Grey resorted to more improvisation, suggesting that the Farmer family be converts to Catholicism.
This meant baptismal certificates, confirmation papers.
“We were like puppets, you, your mother, and I,” his father said. “As if we had no control over our lives. And we didn’t, of course. Others pulled the strings and we jumped. Sometimes, I think someone with a terrible sense of humor was toying with us. Look at the name they selected for you—Adam. Somebody’s whim, maybe. Adam: new birth, first man. I don’t know. Your mother and I felt helpless but the thought of that bomb and that phone call made me go along. And so we found ourselves in Monument, Massachusetts.”

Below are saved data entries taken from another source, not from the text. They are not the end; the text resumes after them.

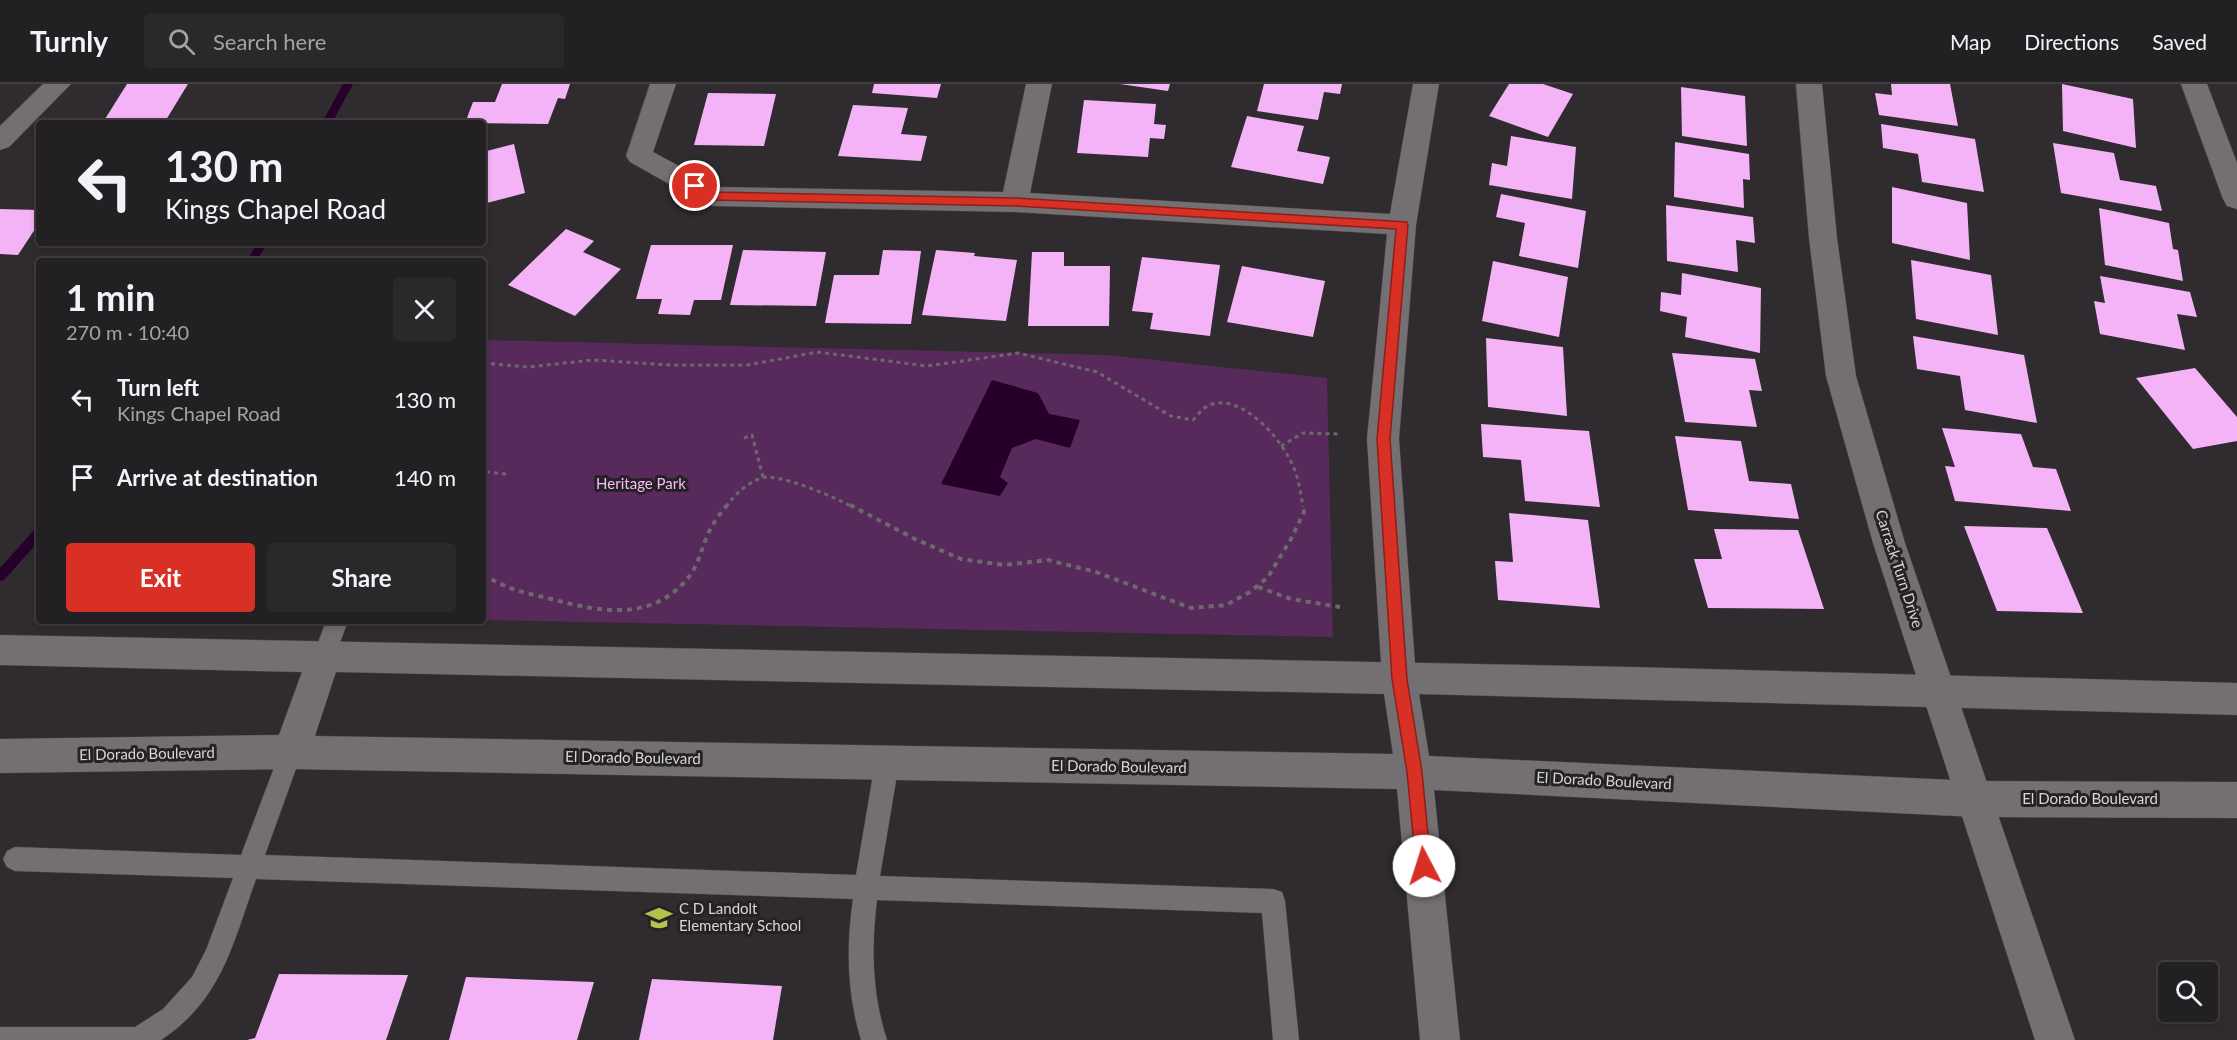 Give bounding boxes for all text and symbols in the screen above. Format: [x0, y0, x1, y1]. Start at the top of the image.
search box [144, 14, 564, 68]
text: Turnly [30, 24, 108, 58]
icon: search [165, 25, 198, 58]
text: Search here [213, 28, 326, 55]
text: Map [1950, 29, 1991, 54]
text: Directions [2024, 29, 2119, 54]
text: Saved [2152, 29, 2207, 54]
text: 130 m [165, 141, 283, 191]
icon: left [66, 144, 144, 222]
pin [669, 160, 720, 211]
icon: arrive [678, 169, 711, 202]
text: Kings Chapel Road [165, 192, 386, 225]
text: 1 min [66, 275, 155, 319]
button: close [393, 278, 456, 341]
text: 270 m · 10:40 [66, 320, 189, 344]
text: Turn left [117, 374, 199, 401]
icon: left [66, 383, 99, 416]
text: 130 m [394, 386, 456, 413]
text: Kings Chapel Road [117, 401, 281, 425]
icon: arrive [66, 461, 99, 494]
text: Arrive at destination [117, 464, 318, 491]
text: 140 m [394, 464, 456, 491]
park label: Heritage Park [596, 474, 686, 492]
street label: Carrack Turn Drive [1872, 507, 1928, 630]
button: Exit [66, 543, 255, 612]
button: Share [267, 543, 456, 612]
street label: El Dorado Boulevard [79, 743, 215, 763]
street label: El Dorado Boulevard [565, 747, 701, 767]
street label: El Dorado Boulevard [1051, 756, 1187, 776]
street label: El Dorado Boulevard [1536, 767, 1672, 793]
street label: El Dorado Boulevard [2022, 789, 2158, 807]
position arrow [1392, 834, 1456, 898]
place label: C D Landolt Elementary School [679, 899, 801, 934]
school or university icon: C D Landolt Elementary School [644, 903, 674, 933]
map controls [2158, 962, 2218, 1022]
button: search [2158, 962, 2218, 1022] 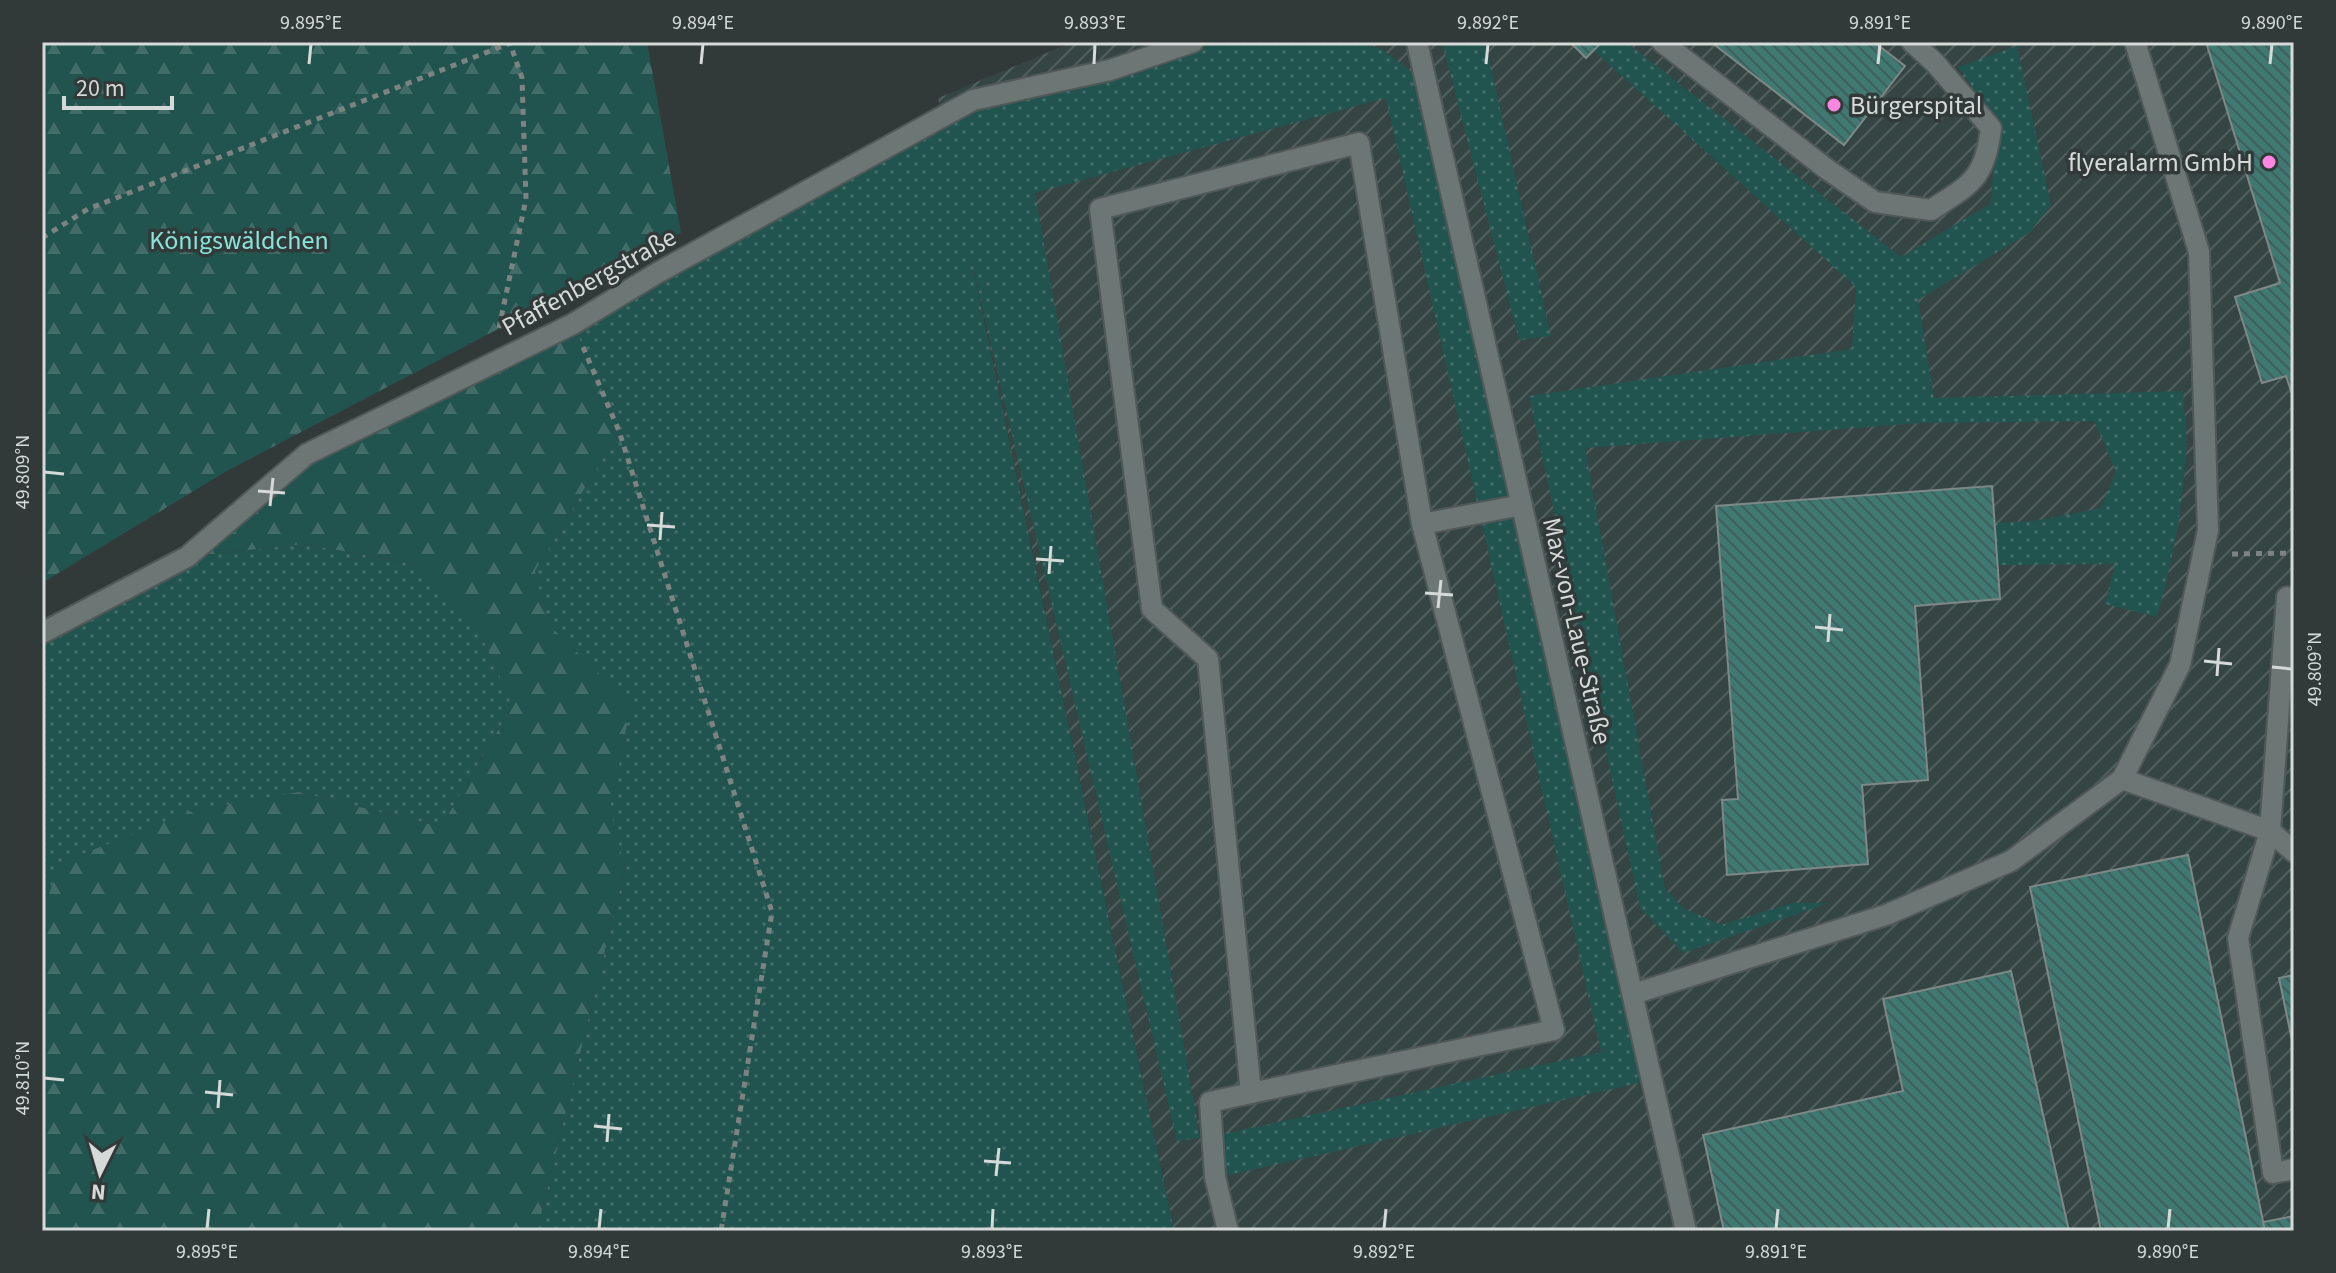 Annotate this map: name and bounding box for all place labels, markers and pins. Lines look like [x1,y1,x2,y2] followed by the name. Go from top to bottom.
[1850,87,1982,124] place label: Bürgerspital
[1825,96,1843,114] marker: Bürgerspital
[2068,144,2253,181] place label: flyeralarm GmbH
[2260,153,2278,171] marker: flyeralarm GmbH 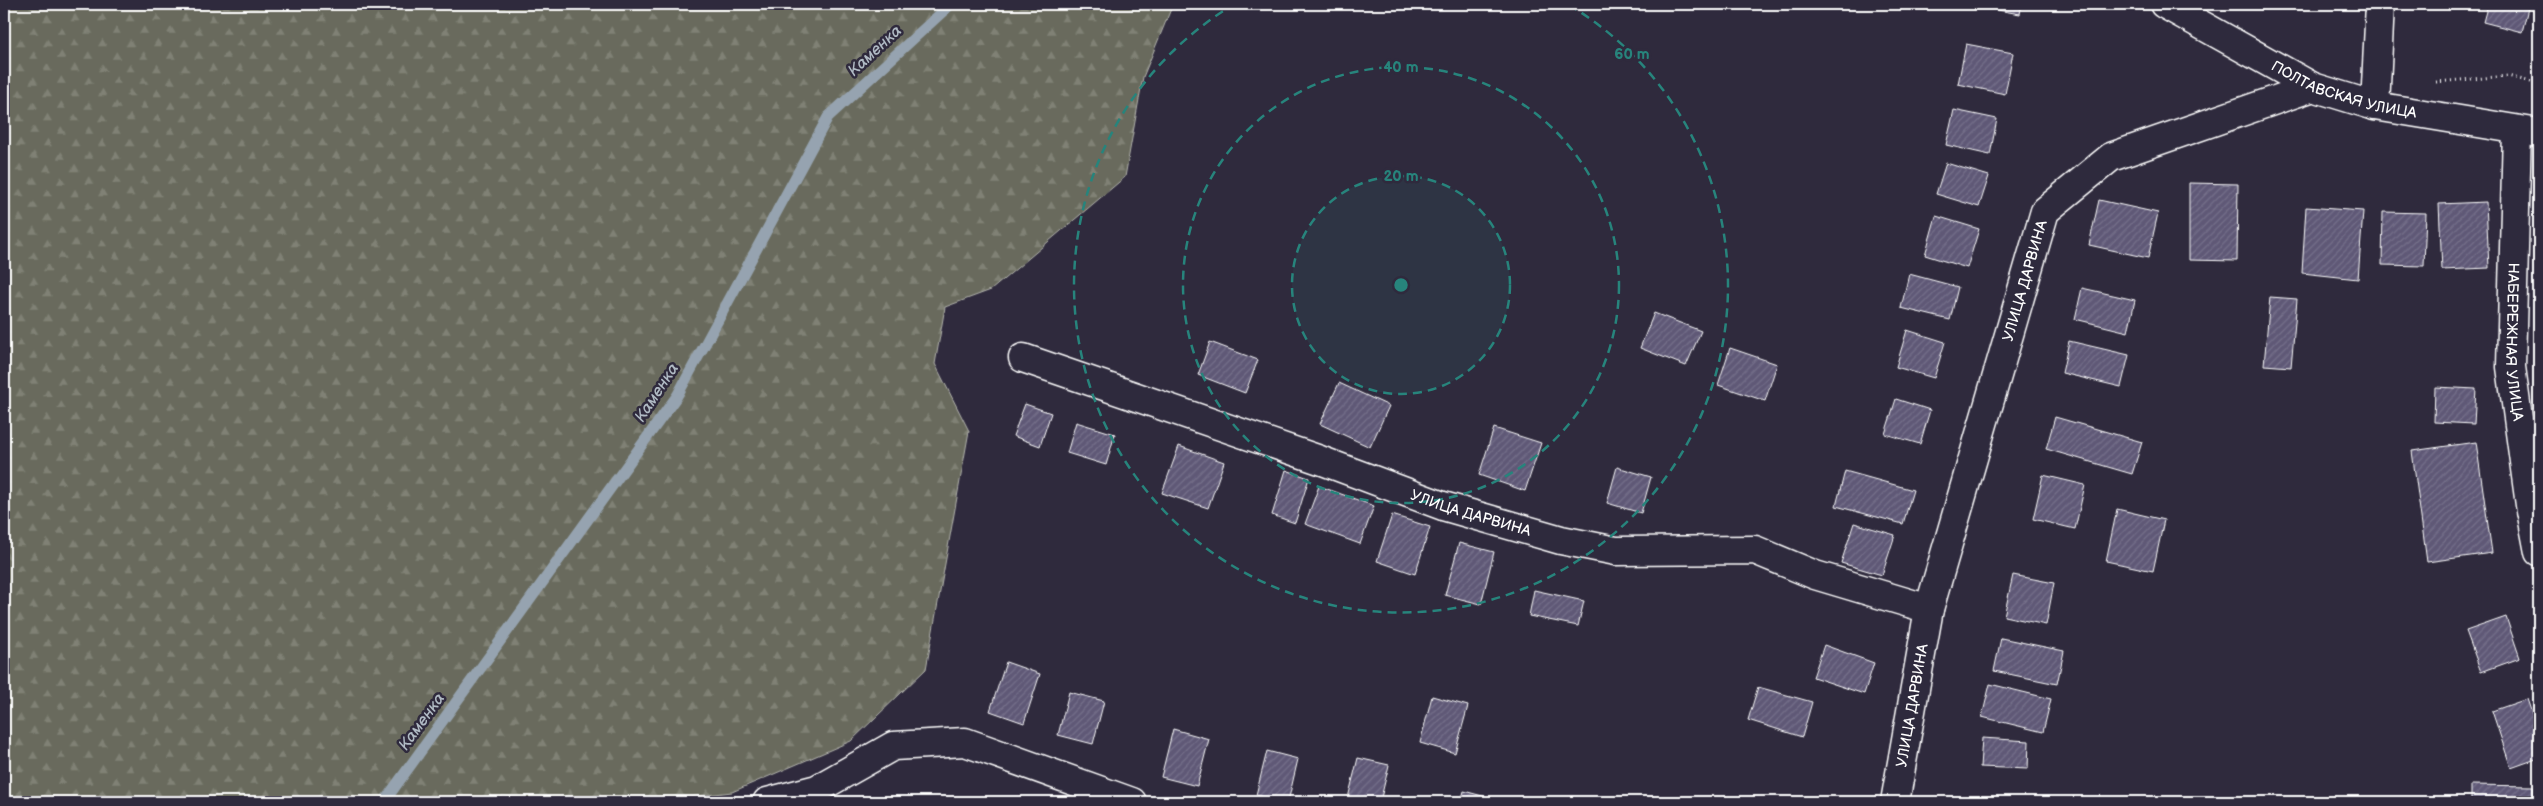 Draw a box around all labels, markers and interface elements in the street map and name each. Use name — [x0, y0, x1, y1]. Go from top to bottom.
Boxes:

T : | Why Monument, why this city out of so many others? |
A : | You sound bored. |
T : | Please, no more judgments on me. |
A : | As if you’ve heard all this before and you’re only going through the motions. |
T : | Time is too valuable to hear banal information repeated. If I knew why your Mr. Grey chose Monument as your new home, would there be any logical reason why I would ask you about it? (10-second interval.) |
A : | I guess you’re right. As usual. As far as Monument was concerned, my mother insisted on staying somewhere in the Northeast, my father said. Mr. Grey agreed but not for sentimental reasons. He said it was a matter of lifestyle, of blending in with our surroundings. We’d have been conspicuous, say, suddenly turning up in Texas. So Mr. Grey arranged for us to settle in Massachusetts. Actually, distance wasn’t a problem, he said. Even without all the elaborate arrangements, there was little chance of anyone tracing us back to Blount … |
T : | What is the matter? You have suddenly grown pale. (7-second interval.) |
A : | Let me take it easy for a minute or two … (23-second interval.) |
T : | What has upset you? |
A : | Something I remembered as I was talking. The reason why Mr. Grey wasn’t worried about anyone tracing us back to Blount … |
The cellar again. With his father. His mother upstairs. His father reached inside his jacket and pulled out an envelope. A narrow manila envelope, slightly larger than letter size. He held the envelope in the palm of his hand for a moment, as if his hand were a scale and he was trying to determine its weight, its value, its importance. Finally, he unsealed the envelope, carefully lifting up the Scotch tape that crisscrossed it. He withdrew something that looked like a newspaper clipping. Yellowed, fragile. He handed it to Adam.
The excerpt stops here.